Photo: National Nuclear Security Agency

Treat the test subject very, very carefully. It’s a thermonuclear bomb.

The B61 is an American tactical gravity device (a relatively low-energy bomb dropped from aircraft rather than carried on a missile) with a variable, 0.3-to-340-kiloton yield. It was designed in the early 1960s; the U.S. made some 3 100 B61s, in a number of different configurations, for deployment at home and in Europe.

Today (according to nuclear-weapons watchdogs at The Bulletin of the Atomic Scientists) about 200 B61s remain in service in the U.S. and 180 are deployed with NATO allies in Europe. While the U.S. military continues to reduce the number of H-bombs, they're also trying keep the few that remain in good working order until they can be scrapped. Thus, the B61, along with three types of nuclear warheads for submarine-launched and other missiles, is the object of a $US 11 billion Life Extension Program (LEP) designed to keep them operational into the 2030s.

In the process, the Pentagon plans to modify the four current B61 models into a single configuration, the B61-12.

The National Nuclear Security Administration (NNSA, not to be confused with NSA or NASA) is responsible for maintaining, upgrading, and testing the devices, without using underground detonations. To accomplish this, in 2004 the NNSA broke ground or a new test facility at the Sandia National Laboratory, replacing installations that were as much as 50 years old. That was the start of a decade-long, two-phase Test Capabilities Revitalization. The program included, in the first phase, building resources like a seven-story flame test cell and a cross-wind test lab, and, in the second phase (just completed), building an improved sled track complex, mechanical shock and vibration facilities, a large-scale centrifuge, and an improved aero-sciences wind tunnel.

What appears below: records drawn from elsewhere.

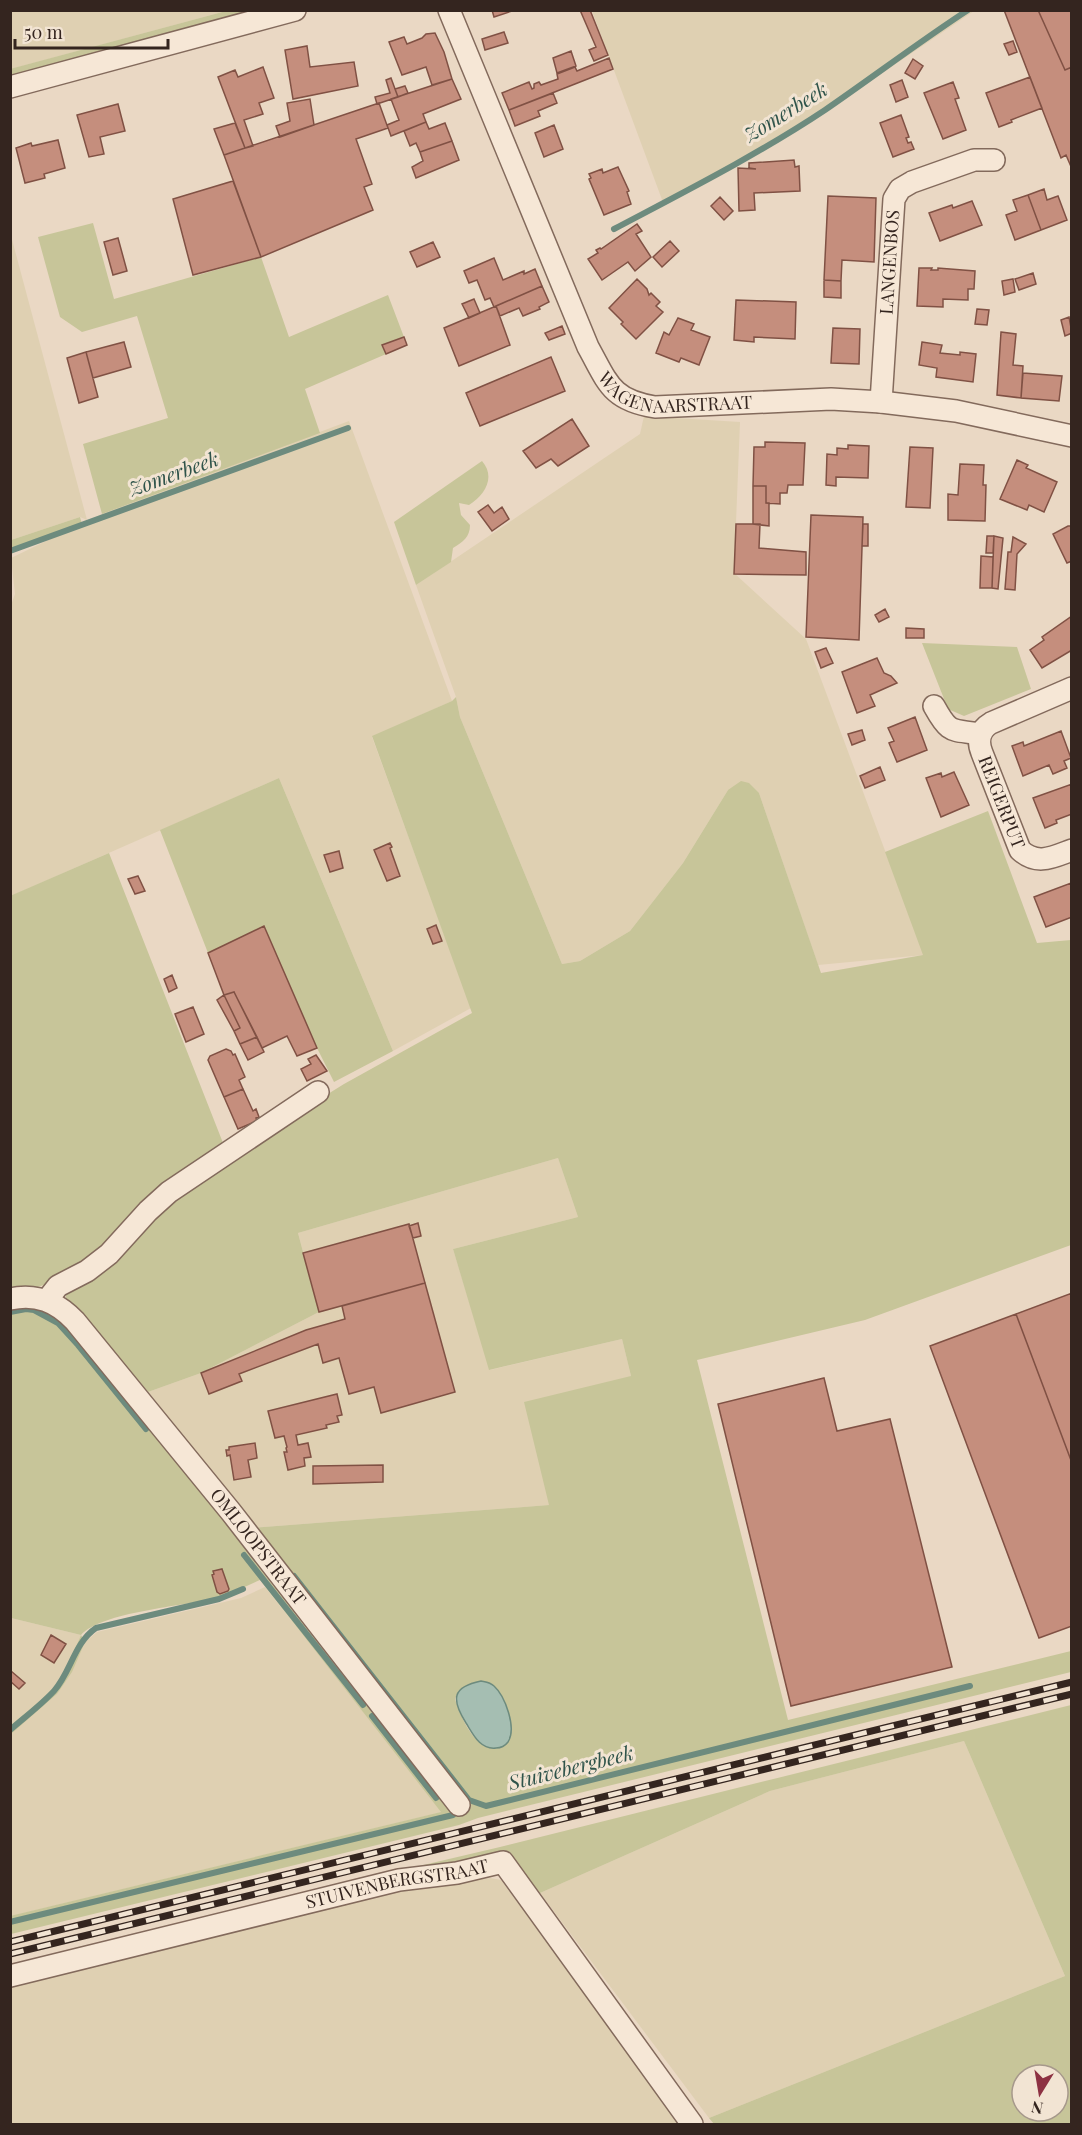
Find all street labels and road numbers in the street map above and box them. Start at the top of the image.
street label: LANGENBOS [874,209,904,315]
street label: WAGENAARSTRAAT [593,366,753,418]
street label: REIGERPUT [973,752,1031,852]
street label: OMLOOPSTRAAT [205,1483,312,1610]
street label: STUIVENBERGSTRAAT [303,1853,491,1914]

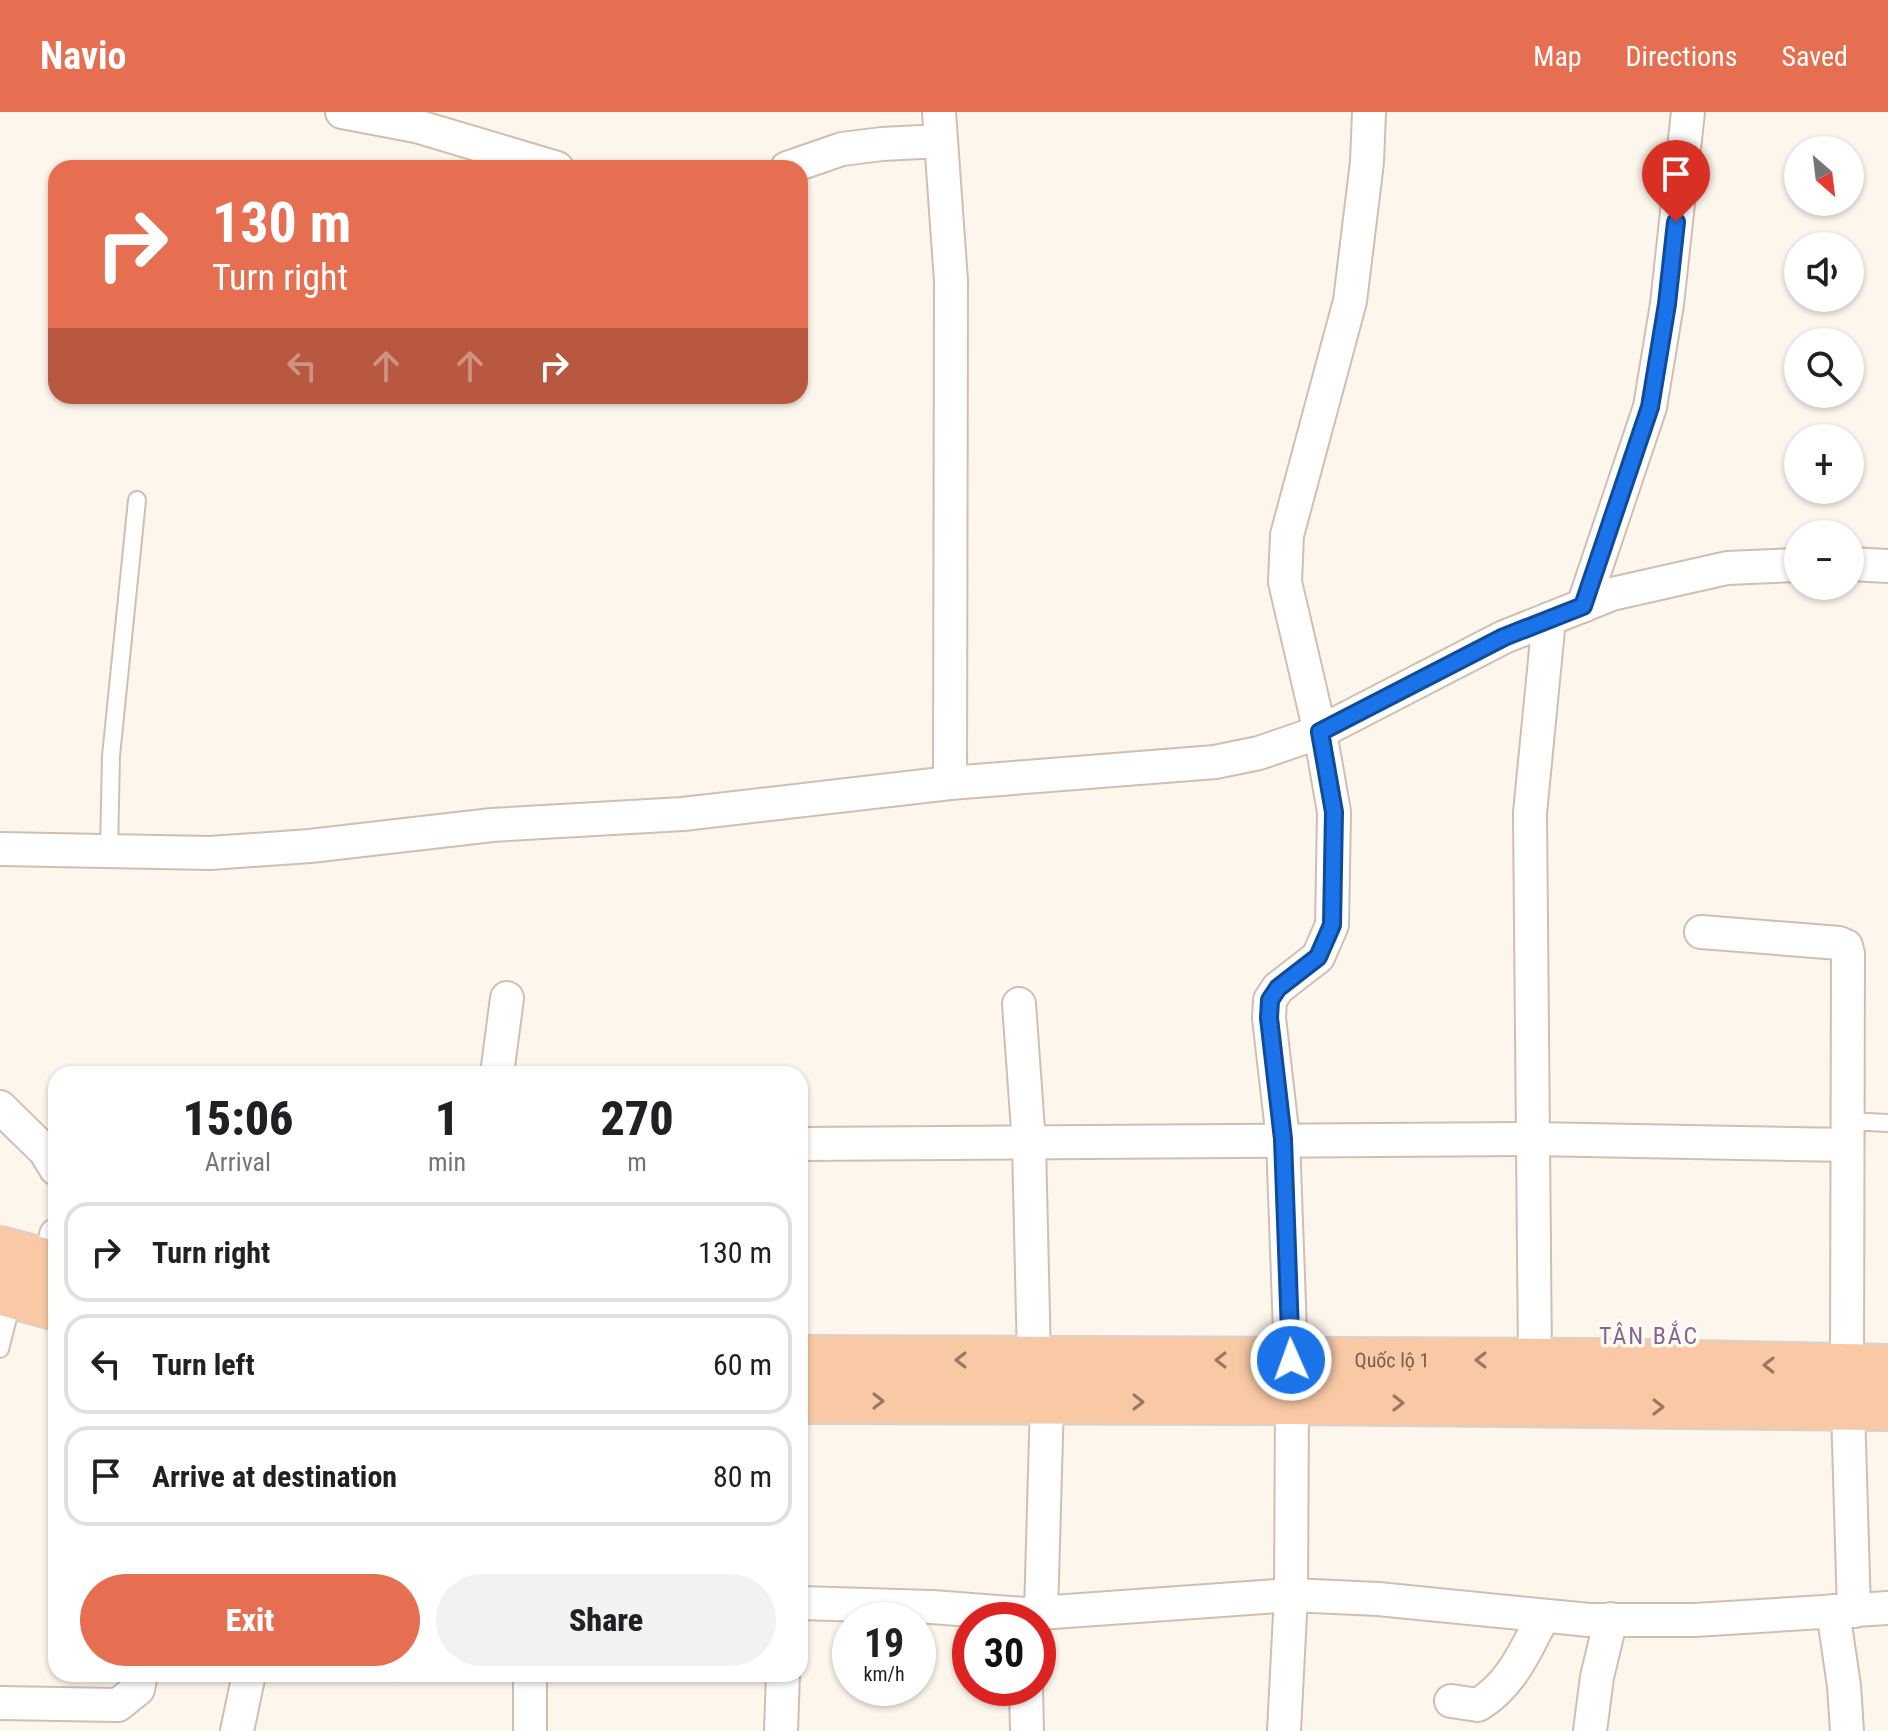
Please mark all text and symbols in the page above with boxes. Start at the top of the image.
text: Navio [40,34,126,78]
text: Map [1533,40,1582,73]
text: Directions [1626,40,1737,73]
text: Saved [1781,40,1848,73]
north arrow [1784,136,1864,216]
map controls [1784,136,1864,600]
pin [1642,140,1710,222]
icon: arrive [1654,152,1698,196]
text: 130 m [212,190,351,256]
icon: right [80,192,184,296]
button: sound [1784,232,1864,312]
text: Turn right [212,257,348,299]
button: search [1784,328,1864,408]
icon: left [280,344,324,388]
icon: ahead [364,344,408,388]
icon: ahead [448,344,492,388]
icon: right [532,344,576,388]
button: + [1784,424,1864,504]
button: − [1784,520,1864,600]
text: 15:06 [182,1090,294,1147]
text: 1 [435,1090,459,1147]
text: 270 [600,1090,674,1147]
text: Arrival [205,1147,271,1177]
text: min [428,1147,466,1177]
text: m [627,1147,647,1177]
icon: right [84,1230,128,1274]
text: Turn right [152,1235,270,1270]
text: 130 m [698,1235,772,1270]
position arrow [1249,1318,1333,1402]
district label: TÂN BẮC [1599,1320,1699,1350]
icon: left [84,1342,128,1386]
text: Turn left [152,1347,255,1382]
text: 60 m [713,1347,772,1382]
street label: Quốc lộ 1 [1355,1348,1429,1372]
one-way arrow [954,1351,967,1368]
one-way arrow [1214,1351,1227,1369]
one-way arrow [1474,1351,1487,1369]
one-way arrow [1762,1356,1775,1373]
one-way arrow [872,1392,885,1410]
one-way arrow [1132,1393,1145,1411]
one-way arrow [1392,1395,1405,1412]
one-way arrow [1652,1398,1665,1416]
icon: arrive [84,1454,128,1498]
text: Arrive at destination [152,1459,397,1494]
text: 80 m [713,1459,772,1494]
button: Exit [80,1574,420,1666]
button: Share [436,1574,776,1666]
speed limit sign: 30 [952,1602,1056,1706]
text: 19 [864,1620,904,1667]
text: km/h [863,1662,905,1686]

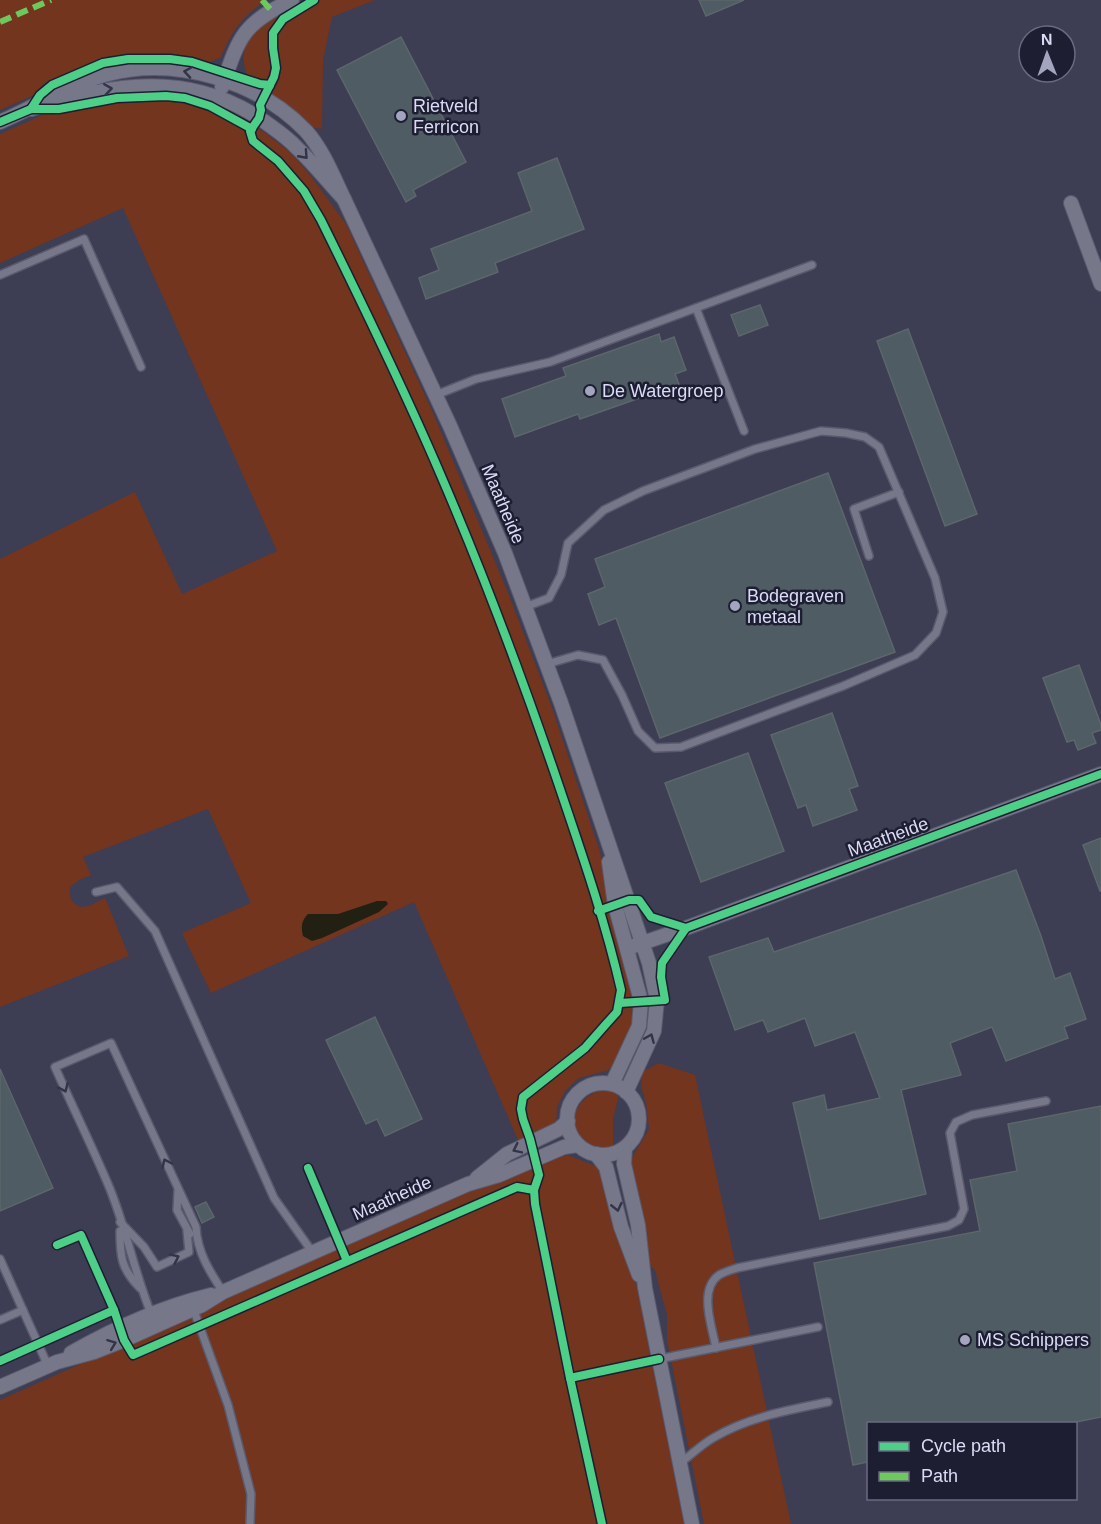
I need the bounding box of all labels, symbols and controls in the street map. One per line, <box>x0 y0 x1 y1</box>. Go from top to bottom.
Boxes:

This week, the agency announced that it had completed the first full-system mechanical tests to certify that the new B61 will perform in both “normal and abnormal (accident)” environments. The data will help refine analytical models that will allow engineers at Sandia National Laboratories to evaluate existing components and to build whatever new hardware is necessary for the B61-12 conversion.

NNSA does not go into detail on the tests, except to say that it included the first tests of the integrated component and subsystem hardware, including the new B61-12 tail-kit assembly. The program tests subassembly and system-level mass properties and shock-and-vibration resistance. Last summer, NNSA announced the success of drop tests, to verify the performance of on-board radar systems (which include vacuum-tube components). Those tests were done by hoisting an unloaded bomb assembly into the air under a helicopter before releasing it to its gravitational fate.